**Exercise details**
Read through the lines below and copy the ones holding the string "turn".

(Beginning of Listed records)

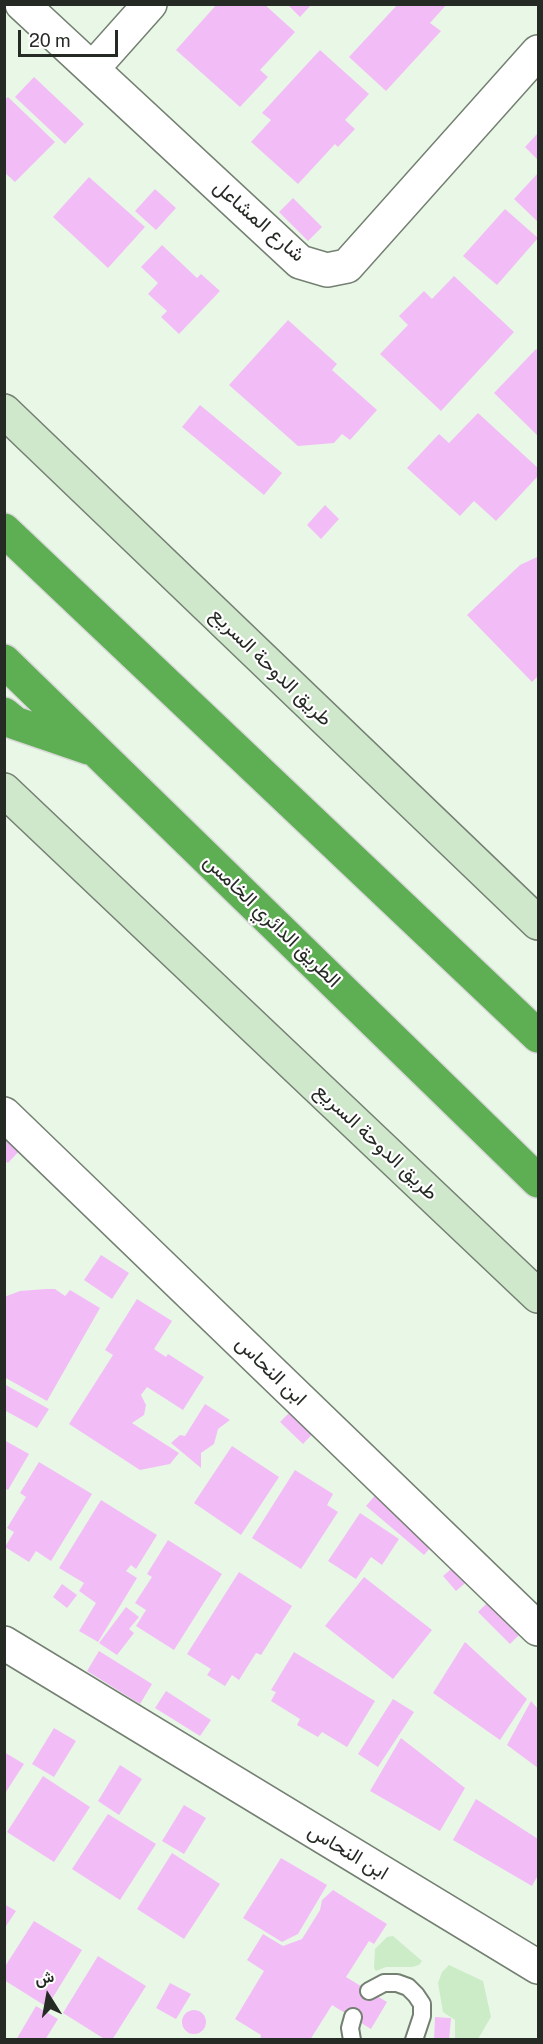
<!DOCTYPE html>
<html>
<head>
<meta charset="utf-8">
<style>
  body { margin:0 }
  #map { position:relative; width:543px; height:2044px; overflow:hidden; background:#e9f7e7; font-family:"Public Sans",Vazirmatn,sans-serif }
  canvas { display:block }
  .frame { position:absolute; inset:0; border:6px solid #252a24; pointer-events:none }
  .north { position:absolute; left:18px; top:1966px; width:60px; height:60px; -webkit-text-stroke:4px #fff; paint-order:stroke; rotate:349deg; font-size:16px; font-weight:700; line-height:24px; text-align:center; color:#252a24 }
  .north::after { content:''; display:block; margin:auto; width:21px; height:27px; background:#252a24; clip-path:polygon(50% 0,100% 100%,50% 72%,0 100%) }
  .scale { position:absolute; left:18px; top:30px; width:100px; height:27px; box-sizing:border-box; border:3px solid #252a24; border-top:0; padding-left:8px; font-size:18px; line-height:21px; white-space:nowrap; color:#252a24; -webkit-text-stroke:4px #fff; paint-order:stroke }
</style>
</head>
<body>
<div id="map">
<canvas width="543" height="2044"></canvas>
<div class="frame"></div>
<div class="north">ش</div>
<div class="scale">20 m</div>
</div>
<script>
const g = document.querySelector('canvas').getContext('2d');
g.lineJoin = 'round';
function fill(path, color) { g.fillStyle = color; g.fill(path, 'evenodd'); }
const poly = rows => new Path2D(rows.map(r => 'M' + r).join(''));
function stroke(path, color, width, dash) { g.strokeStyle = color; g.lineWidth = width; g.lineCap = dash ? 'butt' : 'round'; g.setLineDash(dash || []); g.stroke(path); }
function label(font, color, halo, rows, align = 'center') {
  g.font = font + ' "Public Sans",Vazirmatn,sans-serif'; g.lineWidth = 4.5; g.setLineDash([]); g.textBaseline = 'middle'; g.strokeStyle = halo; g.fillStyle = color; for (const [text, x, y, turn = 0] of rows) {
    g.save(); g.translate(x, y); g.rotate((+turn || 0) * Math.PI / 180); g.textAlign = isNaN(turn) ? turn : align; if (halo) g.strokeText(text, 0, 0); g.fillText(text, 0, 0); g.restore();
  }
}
fill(poly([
  [393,1936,422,1961,419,1965,412,1967,386,1967,376,1971,374,1968,375,1949,387,1937],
  [449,1965,483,1981,491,2017,478,2039,455,2039,455,2020,443,2012,438,1983,442,1972]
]), '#cbecc7');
fill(poly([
  [217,4,264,4,295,32,260,70,268,77,240,107,176,50],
  [287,4,312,4,300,17],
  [398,4,447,4,430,23,441,31,386,91,349,57],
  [320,50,369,94,345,120,355,129,338,147,335,144,298,184,251,142,271,120,262,113],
  [34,77,84,124,65,144,15,97],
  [8,97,55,142,15,182,4,172,4,100],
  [538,133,538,160,525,147],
  [538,173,538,222,514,199],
  [89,177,145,227,108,268,53,217],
  [155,189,176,208,156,230,135,211],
  [293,198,322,227,308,241,279,212],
  [505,209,538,238,497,285,463,256],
  [162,245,197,278,201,274,220,291,179,334,161,317,167,311,148,294,158,283,141,267],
  [454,276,514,332,441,411,380,354,408,325,399,316,424,291,432,299],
  [288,320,337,364,332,370,377,410,350,440,342,434,334,443,298,446,229,385],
  [536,349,538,351,538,436,494,393],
  [200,405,282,473,264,495,182,427],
  [478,413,538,468,538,476,496,521,474,501,460,516,407,468,439,434,449,443],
  [325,505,339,519,321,539,307,525],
  [537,557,538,676,532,682,467,615,520,565],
  [4,1131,22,1148,8,1163,4,1160],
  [101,1255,129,1273,112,1299,84,1280],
  [46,1289,55,1289,65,1296,70,1290,100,1308,47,1401,4,1377,4,1297,20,1291],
  [137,1299,172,1321,154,1349,166,1357,168,1354,204,1377,183,1410,147,1387,141,1395,146,1405,144,1415,132,1423,179,1453,170,1464,140,1470,69,1424,113,1355,105,1350],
  [4,1384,49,1409,37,1428,4,1410],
  [205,1404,230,1420,218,1429,214,1444,201,1453,201,1468,171,1443,180,1435,185,1436],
  [297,1405,320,1426,303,1444,280,1422],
  [4,1440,29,1454,8,1490,4,1488],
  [232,1446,279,1477,241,1535,194,1503],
  [39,1462,92,1494,51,1561,36,1551,29,1562,5,1547,14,1532,7,1528,26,1497,20,1493],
  [295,1470,333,1494,327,1505,338,1512,301,1569,252,1538],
  [378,1492,436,1541,424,1555,366,1506],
  [101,1500,157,1535,136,1569,131,1565,126,1571,137,1578,98,1642,79,1631,96,1603,79,1591,84,1583,59,1568],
  [360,1513,399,1539,382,1565,371,1557,356,1579,328,1561],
  [168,1540,222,1574,174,1650,136,1626,146,1610,135,1603,152,1577,147,1574],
  [457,1564,470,1579,456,1591,443,1576],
  [239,1572,292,1606,261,1655,256,1653,239,1680,232,1675,225,1686,207,1675,211,1669,187,1654],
  [364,1577,432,1630,393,1679,325,1626],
  [62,1584,77,1595,67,1608,53,1597],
  [492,1598,525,1629,510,1644,478,1612],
  [126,1607,139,1617,129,1629,134,1633,117,1655,99,1643],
  [465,1642,527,1699,500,1740,433,1693],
  [99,1651,152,1684,140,1704,87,1671],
  [294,1652,375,1701,347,1747,322,1732,318,1737,297,1725,300,1719,271,1701,276,1692,271,1690],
  [166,1691,211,1720,200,1736,155,1708],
  [393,1699,414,1712,378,1767,358,1754],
  [531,1701,538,1709,538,1768,507,1745],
  [54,1728,76,1741,54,1777,32,1764],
  [401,1738,465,1788,440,1831,370,1791],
  [4,1752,24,1764,4,1795],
  [120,1765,142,1779,119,1815,98,1801],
  [43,1776,90,1807,54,1862,7,1832],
  [476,1799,538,1839,538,1875,532,1886,453,1840],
  [184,1805,206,1818,184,1854,162,1841],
  [108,1814,156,1844,120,1900,72,1869],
  [172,1853,220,1884,184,1939,137,1909],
  [281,1858,327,1885,298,1934,282,1942,243,1918],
  [333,1890,387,1924,374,1944,369,1941,346,1977,387,2002,371,2029,332,2005,310,2040,260,2040,261,2035,235,2019,264,1971,247,1960,263,1934,283,1946,302,1939,320,1910,322,1900],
  [4,1904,16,1911,4,1929],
  [34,1921,82,1950,47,2007,4,1980,4,1968],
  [98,1956,146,1986,112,2040,106,2040,63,2013],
  [170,1983,191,1994,176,2019,156,2008],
  [36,2006,58,2019,45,2040,16,2040],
  '182 2022a12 12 0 1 1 24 0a12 12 0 1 1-24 0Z',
  [435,2017,451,2018,449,2040,434,2040]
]), '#f2bdf6');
const lane = poly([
  [369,1991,384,1983,397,1983,408,1987,416,1995,422,2004,422,2016,414,2040],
  [352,2040,350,2028,353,2017]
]);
const street = poly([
  [22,4,300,262,327,270,347,266,538,52],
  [93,68,150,4],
  [4,1114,538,1629],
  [4,1643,538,1967]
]);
const secondary = poly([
  [4,411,538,923],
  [4,790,538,1296]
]);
const highway = poly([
  [4,530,538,1036],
  [4,661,538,1181],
  [4,714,15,723,88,748]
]);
stroke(lane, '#748072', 20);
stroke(street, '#748072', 36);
stroke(secondary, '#748072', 36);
stroke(highway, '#d8d9d8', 36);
stroke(lane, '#fff', 16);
stroke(street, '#fff', 33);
stroke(secondary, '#cfe7cb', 33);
stroke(highway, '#5eae53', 33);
label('20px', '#252a24', '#fff', [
  ["شارع المشاعل",259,221,41],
  ["طريق الدوحة السريع",271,667,44],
  ["الطريق الدائري الخامس",272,921,44],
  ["طريق الدوحة السريع",376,1142,43],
  ["ابن النحاس",271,1371,44],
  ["ابن النحاس",348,1852,31]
]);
</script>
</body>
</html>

(End of Listed records)

**Response area**
  g.font = font + ' "Public Sans",Vazirmatn,sans-serif'; g.lineWidth = 4.5; g.setLineDash([]); g.textBaseline = 'middle'; g.strokeStyle = halo; g.fillStyle = color; for (const [text, x, y, turn = 0] of rows) {
    g.save(); g.translate(x, y); g.rotate((+turn || 0) * Math.PI / 180); g.textAlign = isNaN(turn) ? turn : align; if (halo) g.strokeText(text, 0, 0); g.fillText(text, 0, 0); g.restore();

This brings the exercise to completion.